◆ **Problem requirements**:
Using the string "Tomás" as the key, pull each matching line out of the records below.

┏━━

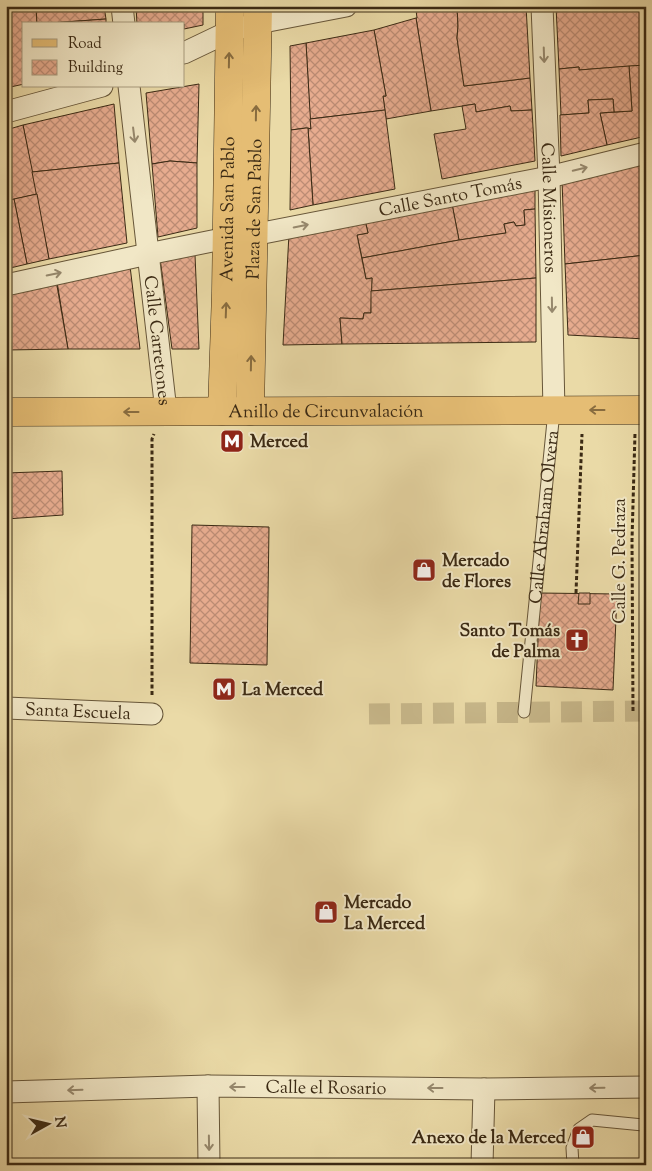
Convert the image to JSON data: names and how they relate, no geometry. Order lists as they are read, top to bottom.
{
  "streets": {
    "main road": ["Avenida San Pablo", "Plaza de San Pablo", "Anillo de Circunvalación"],
    "street": [
      "Calle Santo Tomás",
      "Calle Misioneros",
      "Calle Carretones",
      "Santa Escuela",
      "Calle el Rosario"
    ],
    "lane": ["Calle Abraham Olvera"],
    "path": ["Calle G. Pedraza"]
  },
  "crossings": [
    ["Calle Santo Tomás", "Calle Misioneros"],
    ["Calle Santo Tomás", "Avenida San Pablo"],
    ["Calle Santo Tomás", "Plaza de San Pablo"],
    ["Calle Santo Tomás", "Calle Carretones"],
    ["Calle Misioneros", "Anillo de Circunvalación"],
    ["Calle Misioneros", "Calle Abraham Olvera"],
    ["Avenida San Pablo", "Plaza de San Pablo"],
    ["Avenida San Pablo", "Anillo de Circunvalación"],
    ["Plaza de San Pablo", "Anillo de Circunvalación"],
    ["Calle Carretones", "Anillo de Circunvalación"],
    ["Calle Carretones", "Santa Escuela"],
    ["Anillo de Circunvalación", "Calle Abraham Olvera"],
    ["Anillo de Circunvalación", "Calle G. Pedraza"]
  ],
  "one_way": [
    "Calle Santo Tomás",
    "Calle Misioneros",
    "Avenida San Pablo",
    "Plaza de San Pablo",
    "Calle el Rosario"
  ],
  "places": {
    "metro station": ["Merced", "La Merced"],
    "shop": ["Mercado de Flores", "Mercado La Merced", "Anexo de la Merced"],
    "church": ["Santo Tomás de Palma"]
  },
  "legend": ["Road", "Building"],
  "north": "right"
}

┗━━

◆ **Answer section**:
      "Calle Santo Tomás",
    ["Calle Santo Tomás", "Calle Misioneros"],
    ["Calle Santo Tomás", "Avenida San Pablo"],
    ["Calle Santo Tomás", "Plaza de San Pablo"],
    ["Calle Santo Tomás", "Calle Carretones"],
    "Calle Santo Tomás",
    "church": ["Santo Tomás de Palma"]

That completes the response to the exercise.